* [Exercise aim]
Every line from the top of the records through the one bearing "0 #676054) drop-shadow(-1px" is to be reproduced exactly, and pictures are to be left out.

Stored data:
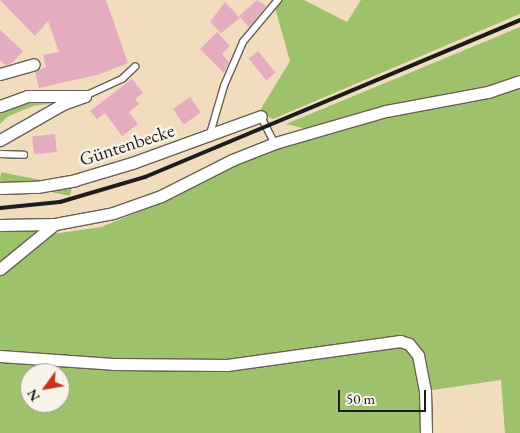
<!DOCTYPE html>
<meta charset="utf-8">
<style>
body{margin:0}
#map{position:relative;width:520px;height:433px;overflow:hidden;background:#f1ddbd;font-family:"EB Garamond",serif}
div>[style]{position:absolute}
.green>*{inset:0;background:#9ec26c;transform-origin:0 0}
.building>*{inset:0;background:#e5acc0;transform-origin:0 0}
.roads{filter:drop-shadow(1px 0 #676054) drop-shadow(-1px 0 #676054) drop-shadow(0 1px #676054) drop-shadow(0 -1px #676054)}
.service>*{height:5.5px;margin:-2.75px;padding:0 2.75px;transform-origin:2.75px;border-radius:2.75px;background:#fff}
.minor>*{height:11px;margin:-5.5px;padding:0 5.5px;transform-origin:5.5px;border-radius:5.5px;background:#fff}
.rail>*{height:4px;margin:-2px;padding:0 2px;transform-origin:2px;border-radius:2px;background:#1c1c1c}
span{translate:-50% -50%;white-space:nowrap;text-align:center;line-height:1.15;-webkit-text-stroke:5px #f7f3e8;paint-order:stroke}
.street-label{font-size:19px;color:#1c1c1c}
.north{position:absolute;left:20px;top:363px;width:50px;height:50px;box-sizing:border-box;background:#f7f3e8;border:1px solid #9f9d96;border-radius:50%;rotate:238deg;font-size:14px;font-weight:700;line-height:20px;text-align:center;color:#1c1c1c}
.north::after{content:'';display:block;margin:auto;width:18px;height:22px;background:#c8321e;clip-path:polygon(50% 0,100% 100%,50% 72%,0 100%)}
.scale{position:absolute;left:338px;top:390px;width:88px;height:22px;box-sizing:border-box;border:2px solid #1c1c1c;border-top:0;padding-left:6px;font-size:15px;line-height:18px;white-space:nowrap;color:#1c1c1c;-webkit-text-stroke:4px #f7f3e8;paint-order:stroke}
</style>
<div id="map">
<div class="green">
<div style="clip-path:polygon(279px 0,304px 0,347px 22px,361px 0,520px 0,520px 14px,273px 119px,259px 112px,290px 61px,275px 8px)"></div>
<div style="clip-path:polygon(520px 27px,520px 79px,307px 129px,286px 124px)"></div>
<div style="clip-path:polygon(520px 83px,520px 433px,505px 433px,501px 380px,426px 391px,411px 340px,264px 357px,178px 363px,0 354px,0 271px,40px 241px,53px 234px,101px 227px,176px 197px,224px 170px,276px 150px,386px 114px)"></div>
<div style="clip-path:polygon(65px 97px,57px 103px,33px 106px,7px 117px,0 124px,0 109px,20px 101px)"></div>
<div style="left:72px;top:186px;width:10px;height:72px;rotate:101deg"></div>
<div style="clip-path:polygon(0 232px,40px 232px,0 265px)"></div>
<div style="clip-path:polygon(evenodd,398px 344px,410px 350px,416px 357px,424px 433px,0 433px,0 361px,177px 368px,398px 344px,30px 373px,60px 373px,60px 403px,30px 403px,30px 373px)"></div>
</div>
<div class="building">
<div style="clip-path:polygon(0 0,106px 0,128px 63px,97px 75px,39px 88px,35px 72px,46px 67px,43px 55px,59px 52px,48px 21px,35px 36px)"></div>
<div style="clip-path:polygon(257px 0,266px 6px,249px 27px,239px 16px)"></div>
<div style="clip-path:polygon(225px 2px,240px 18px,221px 33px,210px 22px)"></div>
<div style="clip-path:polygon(0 30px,23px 51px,12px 63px,5px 65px,0 60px)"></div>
<div style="clip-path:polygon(217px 32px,230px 46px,222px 54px,229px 62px,224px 73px,200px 49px)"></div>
<div style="left:258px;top:51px;width:28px;height:12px;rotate:51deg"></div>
<div style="clip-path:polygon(132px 79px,143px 93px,135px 99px,139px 104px,129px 112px,138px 124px,122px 136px,105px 113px,97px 119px,90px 111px)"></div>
<div style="left:190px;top:97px;width:19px;height:21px;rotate:55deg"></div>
<div style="left:55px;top:134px;width:18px;height:23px;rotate:84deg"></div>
</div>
<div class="roads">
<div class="service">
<div style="left:85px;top:96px;width:41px;rotate:-24.7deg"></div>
<div style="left:122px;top:79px;width:18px;rotate:-43deg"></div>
<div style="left:261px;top:116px;width:30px;rotate:63deg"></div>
<div style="left:210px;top:134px;width:50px;rotate:-73.7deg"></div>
<div style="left:224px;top:86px;width:48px;rotate:-66.6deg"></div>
<div style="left:243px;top:42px;width:55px;rotate:-50.2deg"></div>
<div style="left:0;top:154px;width:24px;rotate:2deg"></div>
</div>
<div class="minor">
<div style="left:0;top:74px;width:35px;rotate:-16deg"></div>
<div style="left:0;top:106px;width:29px;rotate:-20deg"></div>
<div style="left:27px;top:96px;width:58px"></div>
<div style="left:85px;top:96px;width:23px;rotate:160deg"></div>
<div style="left:63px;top:104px;width:73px;rotate:150.3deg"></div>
<div style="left:0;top:188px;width:37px;rotate:-2deg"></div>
<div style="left:37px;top:187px;width:39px;rotate:-10deg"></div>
<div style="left:75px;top:180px;width:59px;rotate:-16.6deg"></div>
<div style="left:132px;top:163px;width:137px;rotate:-20deg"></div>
<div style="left:0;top:225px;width:55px;rotate:-1deg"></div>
<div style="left:55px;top:224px;width:59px;rotate:-10.7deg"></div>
<div style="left:113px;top:213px;width:51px;rotate:-19.5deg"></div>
<div style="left:161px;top:196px;width:80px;rotate:-26.9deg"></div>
<div style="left:232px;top:160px;width:46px;rotate:-21.6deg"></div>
<div style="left:275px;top:143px;width:116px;rotate:-16.1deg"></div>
<div style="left:386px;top:111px;width:104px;rotate:-10.6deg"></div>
<div style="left:488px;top:92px;width:34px;rotate:-19deg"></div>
<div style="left:0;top:269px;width:71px;rotate:-39.3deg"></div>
<div style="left:0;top:356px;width:113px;rotate:4deg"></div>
<div style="left:113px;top:364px;width:114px;rotate:0.5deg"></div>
<div style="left:227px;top:365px;width:175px;rotate:-7.9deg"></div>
<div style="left:400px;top:341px;width:9px;rotate:18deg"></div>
<div style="left:409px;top:344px;width:14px;rotate:51deg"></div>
<div style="left:418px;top:355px;width:37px;rotate:79deg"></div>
<div style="left:425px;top:391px;width:42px;rotate:88.6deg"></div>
</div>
</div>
<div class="rail">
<div style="left:0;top:208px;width:60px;rotate:-5.7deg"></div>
<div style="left:60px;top:202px;width:89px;rotate:-16.4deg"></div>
<div style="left:145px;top:177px;width:407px;rotate:-22.7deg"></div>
</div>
<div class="street-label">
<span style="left:127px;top:145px;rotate:-18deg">Güntenbecke</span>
</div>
<div class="north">N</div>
<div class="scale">50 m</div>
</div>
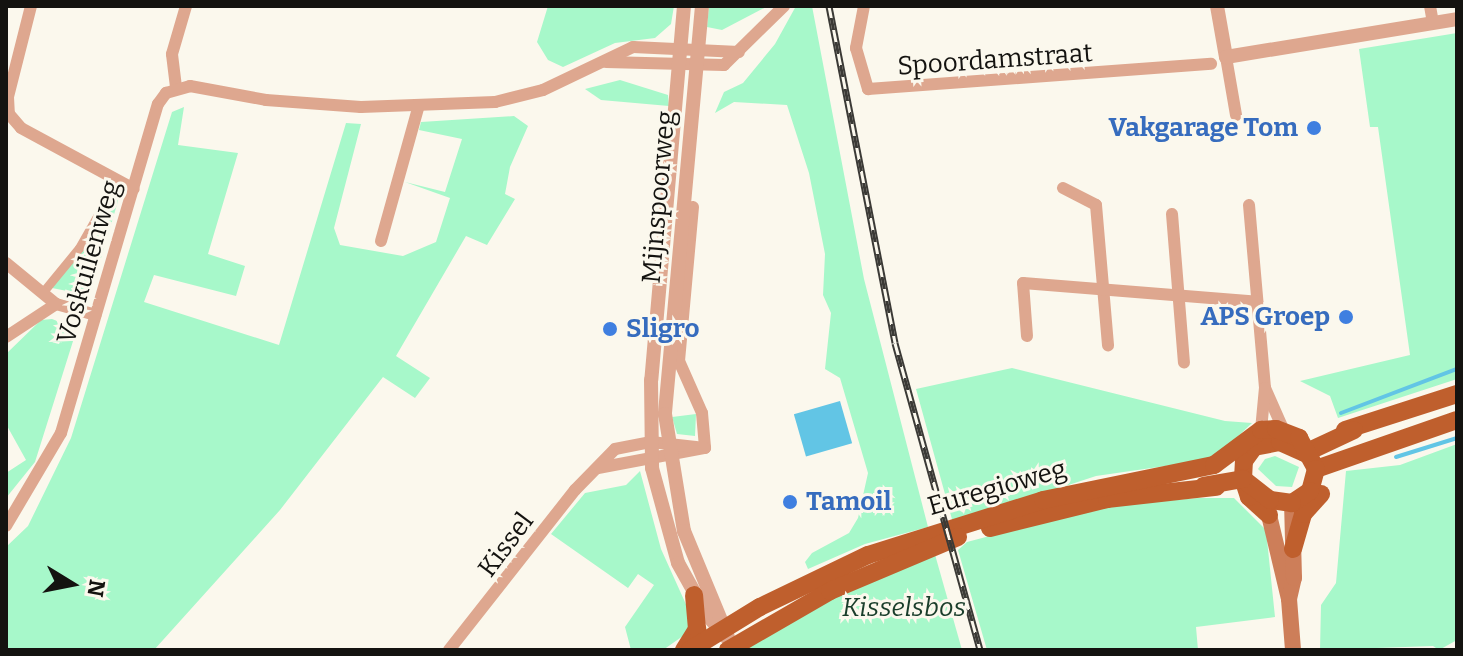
<!DOCTYPE html>
<html>
<head>
<meta charset="utf-8">
<style>
	body { margin:0 }
	#map { position:relative; width:1463px; height:656px; overflow:hidden; background:#fbf8ed; font-family:Bitter,serif }
	div>[style] { position:absolute }
	.green>* { inset:0; background:#a7f8ca }
	.water>* { inset:0; background:#62c5e5; transform-origin:0 0 }
	.stream>* { height:4px; margin:-2px; padding:0 2px; transform-origin:2px; border-radius:2px; background:#62c5e5 }
	.pedestrian>* { height:9px; margin:-4.5px; padding:0 4.5px; transform-origin:4.5px; border-radius:4.5px; background:#dea78f }
	.minor>* { height:12px; margin:-6px; padding:0 6px; transform-origin:6px; border-radius:6px; background:#dea78f }
	.tertiary>* { height:14px; margin:-7px; padding:0 7px; transform-origin:7px; border-radius:7px; background:#dea78f }
	.secondary>* { height:16px; margin:-8px; padding:0 8px; transform-origin:8px; border-radius:8px; background:#cd7e59 }
	.primary>* { height:18px; margin:-9px; padding:0 9px; transform-origin:9px; border-radius:9px; background:#bf5f2d }
	.rail>* { height:7px; margin-top:-3.5px; transform-origin:0; background:repeating-linear-gradient(90deg,#fbf8ed 0 12px,#3b3a36 0 24px); box-sizing:border-box; border-block:2px solid #3b3a36 }
	.dots>* { width:22px; height:22px; translate:-50% -50%; box-sizing:border-box; border:4px solid #fbf8ed; border-radius:50% }
	span { translate:-50% -50%; white-space:nowrap; text-align:center; line-height:1.15; -webkit-text-stroke:6px #fbf8ed; paint-order:stroke }
	.street-label { font-size:26px; color:#141310 }
	.shop-label { font-size:26px; color:#366cbe; font-weight:700 }
	.right { translate:-100% -50%; text-align:right }
	.left { translate:0 -50%; text-align:left }
	.park-label { font-size:26px; color:#193d2a; font-style:italic }
	.frame { position:absolute; inset:0; border:8px solid #141310; pointer-events:none }
	.north { position:absolute; left:32px; top:544px; width:80px; height:80px; -webkit-text-stroke:6px #fbf8ed; paint-order:stroke; rotate:100deg; font-size:22px; font-weight:700; line-height:32px; text-align:center; color:#141310 }
	.north::after { content:''; display:block; margin:auto; width:28px; height:36px; background:#141310; clip-path:polygon(50% 0,100% 100%,50% 72%,0 100%) }
</style>
</head>
<body>
<div id="map">
	<div class="green">
		<div style="clip-path:polygon(548px 6px,674px 6px,671px 24px,655px 38px,615px 43px,563px 67px,548px 60px,537px 42px)"></div>
		<div style="clip-path:polygon(709px 6px,768px 6px,722px 30px,707px 27px)"></div>
		<div style="clip-path:polygon(796px 6px,812px 6px,864px 279px,928px 527px,865px 544px,808px 569px,805px 562px,812px 553px,849px 533px,858px 518px,868px 473px,840px 378px,825px 369px,831px 313px,823px 295px,825px 254px,809px 173px,787px 105px,734px 102px,715px 113px,724px 92px,743px 83px,775px 44px)"></div>
		<div style="clip-path:polygon(1457px 33px,1457px 379px,1338px 418px,1330px 396px,1300px 381px,1410px 355px,1378px 127px,1370px 127px,1359px 49px)"></div>
		<div style="clip-path:polygon(620px 80px,668px 95px,669px 106px,601px 100px,585px 89px)"></div>
		<div style="clip-path:polygon(184px 107px,178px 145px,238px 153px,208px 254px,245px 266px,236px 296px,154px 275px,144px 302px,279px 345px,346px 123px,361px 124px,334px 228px,340px 245px,403px 256px,436px 242px,450px 198px,405px 182px,445px 192px,462px 139px,419px 130px,421px 122px,514px 116px,528px 126px,510px 167px,505px 194px,515px 199px,487px 245px,466px 236px,396px 356px,430px 378px,415px 398px,383px 377px,280px 510px,154px 650px,6px 650px,6px 547px,28px 526px,71px 438px,172px 112px)"></div>
		<div style="clip-path:polygon(115px 193px,118px 201px,93px 285px,82px 294px,52px 288px)"></div>
		<div style="clip-path:polygon(52px 319px,70px 326px,74px 338px,35px 462px,6px 498px,6px 473px,26px 460px,6px 424px,6px 354px,41px 320px)"></div>
		<div style="clip-path:polygon(1012px 368px,1225px 421px,1252px 423px,1214px 459px,1096px 476px,953px 523px,916px 389px)"></div>
		<div style="clip-path:polygon(696px 414px,695px 436px,677px 434px,672px 417px)"></div>
		<div style="clip-path:polygon(1457px 444px,1457px 640px,1439px 650px,1433px 646px,1320px 650px,1321px 605px,1336px 583px,1346px 471px,1400px 465px)"></div>
		<div style="clip-path:polygon(1275px 456px,1299px 467px,1292px 487px,1276px 486px,1258px 469px,1265px 459px)"></div>
		<div style="clip-path:polygon(640px 471px,661px 549px,689px 611px,690px 631px,663px 650px,631px 650px,625px 627px,654px 585px,638px 574px,628px 588px,551px 534px,585px 493px,626px 485px)"></div>
		<div style="clip-path:polygon(1198px 498px,1234px 498px,1266px 530px,1275px 617px,1196px 627px,1198px 650px,987px 650px,958px 550px,967px 542px,1104px 506px)"></div>
		<div style="clip-path:polygon(934px 551px,962px 650px,734px 650px,897px 565px)"></div>
	</div>
	<div class="water">
		<div style="left:840px;top:401px;width:44px;height:48px;rotate:74deg"></div>
	</div>
	<div class="stream">
		<div style="left:1341px;top:413px;width:124px;rotate:-20.8deg"></div>
		<div style="left:1396px;top:457px;width:64px;rotate:-17.3deg"></div>
	</div>
	<div class="pedestrian">
		<div style="left:42px;top:293px;width:58px;rotate:-50.6deg"></div>
		<div style="left:79px;top:248px;width:77px;rotate:-60.4deg"></div>
	</div>
	<div class="minor">
		<div style="left:31px;top:6px;width:94px;rotate:104.2deg"></div>
		<div style="left:8px;top:97px;width:17px;rotate:87deg"></div>
		<div style="left:9px;top:114px;width:18px;rotate:49deg"></div>
		<div style="left:21px;top:128px;width:128px;rotate:28.4deg"></div>
		<div style="left:864px;top:6px;width:43px;rotate:100.8deg"></div>
		<div style="left:856px;top:48px;width:43px;rotate:73.7deg"></div>
		<div style="left:868px;top:89px;width:344px;rotate:-4.2deg"></div>
		<div style="left:1430px;top:6px;width:17px;rotate:80deg"></div>
		<div style="left:1226px;top:57px;width:59px;rotate:80.2deg"></div>
		<div style="left:606px;top:62px;width:118px;rotate:1.5deg"></div>
		<div style="left:724px;top:65px;width:84px;rotate:-44.5deg"></div>
		<div style="left:176px;top:87px;width:33px;rotate:-97deg"></div>
		<div style="left:172px;top:54px;width:50px;rotate:-73.7deg"></div>
		<div style="left:1063px;top:188px;width:37px;rotate:27deg"></div>
		<div style="left:1096px;top:205px;width:141px;rotate:85.1deg"></div>
		<div style="left:1249px;top:205px;width:184px;rotate:85deg"></div>
		<div style="left:1265px;top:388px;width:47px;rotate:66.2deg"></div>
		<div style="left:693px;top:207px;width:155px;rotate:95.2deg"></div>
		<div style="left:679px;top:361px;width:57px;rotate:66.1deg"></div>
		<div style="left:702px;top:413px;width:35px;rotate:85deg"></div>
		<div style="left:1172px;top:214px;width:149px;rotate:85.4deg"></div>
		<div style="left:381px;top:241px;width:141px;rotate:-74.4deg"></div>
		<div style="left:6px;top:263px;width:65px;rotate:39.4deg"></div>
		<div style="left:56px;top:304px;width:41px;rotate:15.4deg"></div>
		<div style="left:1027px;top:336px;width:53px;rotate:-94.3deg"></div>
		<div style="left:1023px;top:283px;width:235px;rotate:4.6deg"></div>
		<div style="left:6px;top:337px;width:60px;rotate:-33.4deg"></div>
		<div style="left:1261px;top:430px;width:42px;rotate:-84.6deg"></div>
		<div style="left:598px;top:468px;width:109px;rotate:-10.6deg"></div>
		<div style="left:6px;top:526px;width:108px;rotate:-59.4deg"></div>
		<div style="left:61px;top:433px;width:343px;rotate:-73.6deg"></div>
		<div style="left:158px;top:104px;width:14px;rotate:-54deg"></div>
		<div style="left:166px;top:93px;width:25px;rotate:-16deg"></div>
		<div style="left:190px;top:86px;width:77px;rotate:10.4deg"></div>
		<div style="left:266px;top:100px;width:95px;rotate:4.2deg"></div>
		<div style="left:361px;top:107px;width:134px;rotate:-2.1deg"></div>
		<div style="left:495px;top:102px;width:49px;rotate:-14deg"></div>
		<div style="left:543px;top:90px;width:100px;rotate:-25.5deg"></div>
		<div style="left:633px;top:47px;width:106px;rotate:2.7deg"></div>
		<div style="left:449px;top:650px;width:204px;rotate:-51.8deg"></div>
		<div style="left:575px;top:490px;width:57px;rotate:-45.7deg"></div>
		<div style="left:615px;top:449px;width:37px;rotate:-11deg"></div>
		<div style="left:651px;top:442px;width:54px;rotate:6.3deg"></div>
	</div>
	<div class="tertiary">
		<div style="left:684px;top:6px;width:375px;rotate:95deg"></div>
		<div style="left:651px;top:380px;width:88px;rotate:89.3deg"></div>
		<div style="left:652px;top:468px;width:98px;rotate:74.7deg"></div>
		<div style="left:678px;top:563px;width:60px;rotate:60.9deg"></div>
		<div style="left:707px;top:615px;width:32px;rotate:49deg"></div>
		<div style="left:702px;top:6px;width:410px;rotate:95.2deg"></div>
		<div style="left:665px;top:414px;width:119px;rotate:80.8deg"></div>
		<div style="left:684px;top:531px;width:115px;rotate:67.5deg"></div>
		<div style="left:1217px;top:6px;width:52px;rotate:80deg"></div>
		<div style="left:1226px;top:57px;width:234px;rotate:-9.3deg"></div>
	</div>
	<div class="secondary">
		<div style="left:1269px;top:515px;width:86px;rotate:76.6deg"></div>
		<div style="left:1289px;top:599px;width:51px;rotate:85.5deg"></div>
		<div style="left:1289px;top:599px;width:22px;rotate:-77deg"></div>
		<div style="left:1294px;top:578px;width:75px;rotate:-91.5deg"></div>
	</div>
	<div class="primary">
		<div style="left:1345px;top:430px;width:118px;rotate:-17.8deg"></div>
		<div style="left:1316px;top:469px;width:149px;rotate:-19.2deg"></div>
		<div style="left:1269px;top:515px;width:27px;rotate:-138deg"></div>
		<div style="left:1249px;top:497px;width:19px;rotate:-108deg"></div>
		<div style="left:1243px;top:479px;width:18px;rotate:-87deg"></div>
		<div style="left:1244px;top:461px;width:17px;rotate:-54deg"></div>
		<div style="left:1254px;top:447px;width:26px;rotate:-11deg"></div>
		<div style="left:1280px;top:442px;width:27px;rotate:24deg"></div>
		<div style="left:1305px;top:453px;width:54px;rotate:-25.1deg"></div>
		<div style="left:990px;top:528px;width:121px;rotate:-13.9deg"></div>
		<div style="left:1107px;top:499px;width:110px;rotate:-6.3deg"></div>
		<div style="left:1293px;top:549px;width:36px;rotate:-74deg"></div>
		<div style="left:1303px;top:514px;width:27px;rotate:-48deg"></div>
		<div style="left:684px;top:650px;width:25px;rotate:-58deg"></div>
		<div style="left:697px;top:629px;width:34px;rotate:-95deg"></div>
		<div style="left:690px;top:650px;width:82px;rotate:-31.6deg"></div>
		<div style="left:760px;top:607px;width:120px;rotate:-25.7deg"></div>
		<div style="left:868px;top:555px;width:183px;rotate:-17.4deg"></div>
		<div style="left:1043px;top:500px;width:175px;rotate:-11.6deg"></div>
		<div style="left:1214px;top:465px;width:59px;rotate:-36.7deg"></div>
		<div style="left:1261px;top:430px;width:15px;rotate:-4deg"></div>
		<div style="left:1276px;top:429px;width:25px;rotate:21deg"></div>
		<div style="left:1299px;top:438px;width:35px;rotate:61deg"></div>
		<div style="left:1316px;top:469px;width:23px;rotate:105deg"></div>
		<div style="left:1310px;top:491px;width:22px;rotate:146deg"></div>
		<div style="left:1292px;top:503px;width:22px;rotate:-172deg"></div>
		<div style="left:1270px;top:500px;width:34px;rotate:-142deg"></div>
		<div style="left:1243px;top:479px;width:40px;rotate:170deg"></div>
		<div style="left:728px;top:650px;width:118px;rotate:-30deg"></div>
		<div style="left:830px;top:591px;width:139px;rotate:-22.9deg"></div>
	</div>
	<div class="rail">
		<div style="left:829px;top:6px;width:343px;rotate:78.9deg"></div>
		<div style="left:895px;top:343px;width:319px;rotate:74.5deg"></div>
	</div>
	<div class="dots">
		<div style="left:1314px;top:128px;background:#3f7fe0"></div>
		<div style="left:1346px;top:317px;background:#3f7fe0"></div>
		<div style="left:610px;top:329px;background:#3f7fe0"></div>
		<div style="left:790px;top:502px;background:#3f7fe0"></div>
	</div>
	<div class="street-label">
		<span style="left:995px;top:60px;rotate:-4deg">Spoordamstraat</span>
		<span style="left:659px;top:197px;rotate:-85deg">Mijnspoorweg</span>
		<span style="left:89px;top:262px;rotate:-74deg">Voskuilenweg</span>
		<span style="left:997px;top:488px;rotate:-16deg">Euregioweg</span>
		<span style="left:506px;top:545px;rotate:-53deg">Kissel</span>
	</div>
	<div class="shop-label">
		<span class="right" style="left:1298px;top:128px">Vakgarage Tom</span>
		<span class="right" style="left:1330px;top:317px">APS Groep</span>
		<span class="left" style="left:626px;top:329px">Sligro</span>
		<span class="left" style="left:806px;top:502px">Tamoil</span>
	</div>
	<div class="park-label">
		<span style="left:904px;top:608px">Kisselsbos</span>
	</div>
	<div class="frame"></div>
	<div class="north">N</div>
</div>
</body>
</html>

* [Finished exercise]
<!DOCTYPE html>
<meta charset="utf-8">
<style>
body{margin:0}
#map{position:relative;width:520px;height:433px;overflow:hidden;background:#f1ddbd;font-family:"EB Garamond",serif}
div>[style]{position:absolute}
.green>*{inset:0;background:#9ec26c;transform-origin:0 0}
.building>*{inset:0;background:#e5acc0;transform-origin:0 0}
.roads{filter:drop-shadow(1px 0 #676054) drop-shadow(-1px 0 #676054) drop-shadow(0 1px #676054) drop-shadow(0 -1px #676054)}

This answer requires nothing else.